“I vote with my heart,” says a supporter of Cynthia Nixon, the Sex in the City actress who is running against Andrew Cuomo for the governorship of New York State, “and Ms. Nixon won my heart.”
I assume that the above quote, appearing at it does in the April 16, 2018 edition of New York magazine, a sanctimonious liberal publication, is not meant to discredit Ms. Nixon’s supporters, but to represent the depth of their commitment to her. I am not at all a supporter of the current governor, but I find this quote cringe-worthy.
After decades of women insisting that they could be as rational as men, increasingly, scores of females happily confirm that one reason for the early 1900 reluctance to grant women the vote (because they would vote emotionally), was substantive. A school textbook from the 1980s says, “…These reasons may seem ludicrous to us, but at the time were taken seriously by a wide cross-section of women as well as men.” The assumption that the reasons were ludicrous is today being challenged daily.

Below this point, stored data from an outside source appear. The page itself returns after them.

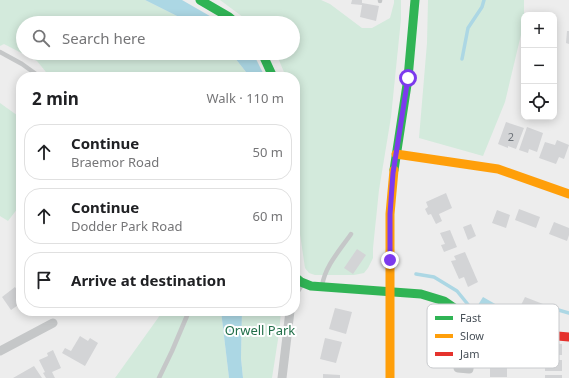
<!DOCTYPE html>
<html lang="en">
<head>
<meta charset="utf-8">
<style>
  body { margin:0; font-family:"Noto Sans",sans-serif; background:#f6f6f6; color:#202124 }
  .controls { position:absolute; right:12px; top:12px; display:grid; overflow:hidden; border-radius:8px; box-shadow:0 2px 10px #0003 }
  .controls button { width:36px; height:36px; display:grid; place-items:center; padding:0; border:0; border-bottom:1px solid #e0e0e0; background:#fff; color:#202124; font:20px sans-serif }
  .stop { position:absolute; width:12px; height:12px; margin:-9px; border:3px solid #7c3aed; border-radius:50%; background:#fff }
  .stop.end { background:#7c3aed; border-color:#fff; box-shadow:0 1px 4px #0008 }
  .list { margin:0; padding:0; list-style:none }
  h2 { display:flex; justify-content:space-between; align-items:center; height:52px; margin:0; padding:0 16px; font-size:17px }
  h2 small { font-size:13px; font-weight:400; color:#757577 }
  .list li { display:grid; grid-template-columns:26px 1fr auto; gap:12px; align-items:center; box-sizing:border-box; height:56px; margin:0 8px 8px; padding:0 8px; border:1px solid #e0e0e0; border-radius:16px }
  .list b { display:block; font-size:15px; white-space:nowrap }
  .list p { margin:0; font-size:13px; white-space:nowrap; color:#757577 }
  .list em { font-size:13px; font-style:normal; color:#757577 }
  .icon { flex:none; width:22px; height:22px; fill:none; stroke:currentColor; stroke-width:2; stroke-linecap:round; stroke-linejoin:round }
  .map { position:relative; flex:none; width:569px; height:378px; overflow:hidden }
  .search { position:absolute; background:#fff; box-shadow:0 2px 10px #0003; left:16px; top:16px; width:284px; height:44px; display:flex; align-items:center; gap:10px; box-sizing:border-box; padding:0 14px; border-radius:22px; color:#757577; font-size:15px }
  .panel { position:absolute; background:#fff; box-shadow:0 2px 10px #0003; left:16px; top:72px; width:284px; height:244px; border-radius:16px }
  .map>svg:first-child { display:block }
</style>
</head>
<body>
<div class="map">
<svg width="569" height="378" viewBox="0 0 569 378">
  <rect width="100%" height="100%" fill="#ededed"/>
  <path fill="#d3eadc" d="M0 0H145L191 23H23V53H231L246 72 248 77H50L37 61 4 44 0 46Z
    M220 0H321L330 4 362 28H372L390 18 394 3V0H401V19L391 117 379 190 373 248V258L368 268 364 273 354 275H315L309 273 305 268 300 234 295 171V77H286L276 53H293V23H251Z
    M428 0H524V22L505 102 483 156 419 138 427 43Z
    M0 103 21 118V204L8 221 0 216Z
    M163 311H221L229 378H115Z
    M242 311H281L279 333 272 378H243L241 358Z"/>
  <path fill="#acd7e4" d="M145 0H182L222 23H191Z
    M231 53H253L265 77H248L246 72Z
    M483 297 497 305 493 313 478 305Z
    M221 311H242L241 358 243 378H229Z"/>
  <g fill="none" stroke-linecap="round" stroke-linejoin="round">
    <path stroke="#acd7e4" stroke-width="3.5" d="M462 59 468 28 482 7 484 0
      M416 274 434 277 457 291 470 307 482 318 499 323 521 324 546 317 555 309 569 313"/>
  </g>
  <path fill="#d3d4d6" d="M352 0H362V3L379 6 376 21 360 17 362 5 351 4Z
    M567 31H569V44L566 43Z
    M506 122 524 128 516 149 508 146V148L498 144Z
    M527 127 543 133 537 152 529 149 528 153 519 150Z
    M557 140 569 145 564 159 559 157 556 164 539 158 545 142 555 145Z
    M446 193 452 208 439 214 442 221 436 224 431 214 428 215 425 209 428 207 426 202Z
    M519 209 540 217 536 228 515 220Z
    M497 210 510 215 506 228 492 223Z
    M554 222 569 228V235L567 241 549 234Z
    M471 224 476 236 468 240 463 227Z
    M450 230 457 247 444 252 441 245 445 244 440 233Z
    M357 249 366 255 353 274 344 268Z
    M465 252 478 282 468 287 464 277 459 279 451 261 456 260 454 256Z
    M15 287 21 295V303L11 310 2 297Z
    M525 297 543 304 536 317 519 309Z
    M335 308 352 312 346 334 329 329Z
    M80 336 88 341 90 338 98 343 85 366 62 353 65 348 71 351Z
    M325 338 342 342 336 363 320 359Z
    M545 343 562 344V355H545Z
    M53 350 61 368 52 372 55 378H46L43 373 45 372 39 360 48 356 47 353Z
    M545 360H562V371H545Z
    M34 366 42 378H13Z
    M490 366H507V377H490Z
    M323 374 340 375V378H323Z
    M545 375H562V378H545Z"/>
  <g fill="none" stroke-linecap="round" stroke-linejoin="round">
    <path stroke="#c5c7c8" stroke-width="4.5" d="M380 1V0
      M0 52 22 64 40 77
      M322 286C325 266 340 250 351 234
      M159 378 172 351 189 311"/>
    <path stroke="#c5c7c8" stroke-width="9" d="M295 292 301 282
      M0 351 53 323
      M458 368 469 369 474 328
      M282 378 290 311"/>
    <path stroke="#30b455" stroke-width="9" d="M200 0 229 17 236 23
      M262 53 273 77
      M394 170 408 78 415 0
      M295 277 301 282 311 286 421 294 444 301 466 316 474 328"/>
    <path stroke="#ff9f0a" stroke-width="9" d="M396 154 498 169 569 194
      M390 378V214L394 170"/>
    <path stroke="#e5322d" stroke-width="9" d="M474 328 489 333H523L569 337"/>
  </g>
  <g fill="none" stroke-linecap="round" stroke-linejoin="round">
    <path stroke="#7c3aed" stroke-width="5" d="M390 260V214L393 173 408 78"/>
  </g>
  <g text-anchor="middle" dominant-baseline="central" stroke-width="4" stroke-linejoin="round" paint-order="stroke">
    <g font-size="11" fill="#6c7278">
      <text x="511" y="136">2</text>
    </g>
    <g font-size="13" fill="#216f49" stroke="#fff">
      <text x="260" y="330">Orwell Park</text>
    </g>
  </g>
  <rect x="427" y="304" width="132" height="64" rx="6" fill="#fff" stroke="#c8cacd" stroke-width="1"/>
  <rect x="435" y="316" width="18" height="4" fill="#30b455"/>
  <rect x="435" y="334" width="18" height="4" fill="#ff9f0a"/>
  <rect x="435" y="352" width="18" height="4" fill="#e5322d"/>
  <g font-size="11" fill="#474f57">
    <text x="460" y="322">Fast</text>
    <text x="460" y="340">Slow</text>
    <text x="460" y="358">Jam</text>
  </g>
</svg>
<div class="controls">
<button>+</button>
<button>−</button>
<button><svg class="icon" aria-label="locate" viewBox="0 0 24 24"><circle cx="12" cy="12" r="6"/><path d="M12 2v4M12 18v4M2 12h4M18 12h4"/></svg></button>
</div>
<div class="stop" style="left:408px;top:78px"></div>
<div class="stop end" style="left:390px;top:260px"></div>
<div class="search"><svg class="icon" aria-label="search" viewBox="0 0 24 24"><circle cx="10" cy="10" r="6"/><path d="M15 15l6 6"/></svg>Search here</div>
<section class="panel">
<h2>2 min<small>Walk · 110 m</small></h2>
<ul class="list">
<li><svg class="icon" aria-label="ahead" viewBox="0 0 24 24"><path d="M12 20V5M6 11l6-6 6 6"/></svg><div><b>Continue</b><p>Braemor Road</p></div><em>50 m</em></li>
<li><svg class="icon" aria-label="ahead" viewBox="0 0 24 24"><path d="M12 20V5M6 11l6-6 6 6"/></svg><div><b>Continue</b><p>Dodder Park Road</p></div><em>60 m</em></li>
<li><svg class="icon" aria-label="arrive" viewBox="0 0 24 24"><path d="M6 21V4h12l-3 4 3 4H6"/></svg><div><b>Arrive at destination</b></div></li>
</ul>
</section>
</div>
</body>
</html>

President Trump’s election, cited by Ms. Nixon as the main impetus that spurred her to run for office, has laid bare many illusions. Among them are the idea that liberal-leaning voters are in favor of free speech, equal justice for all and an unbiased press. Traditional and principled liberals are increasingly appalled by the hate-filled, anti-democracy vitriol coming from those with whom they thought they were allied.
Women too have lost credibility. For years, the popular media view of supporting women has meant supporting only liberal women. Conservative women, just like conservative Blacks and Jews were rendered invisible. The 2016 election ramped up the bigotry and bias.
I too have a negative emotional reaction to the man Donald Trump. Bill Clinton evoked similar feelings in me, for many of the same reasons. I want neither man as a friend or neighbor. That is almost completely irrelevant to my actions in the voting booth. While personality isn’t unimportant, it is a small consideration compared to policy and other factors. I am a stronger supporter of President Trump today than I was when I voted for him. Not because I find him a more attractive individual – I don’t – and not only because I appreciate much of what he’s done. Just as my disgust with Hillary Clinton’s behavior in her political life is part of what propelled me to vote for President Trump, the hysterical reaction from so many women to his election confirms for me that he is just what this country needs. Repealing the Nineteenth Amendment may be far-fetched, but women voting as informed, reasonable and rational citizens shouldn’t be.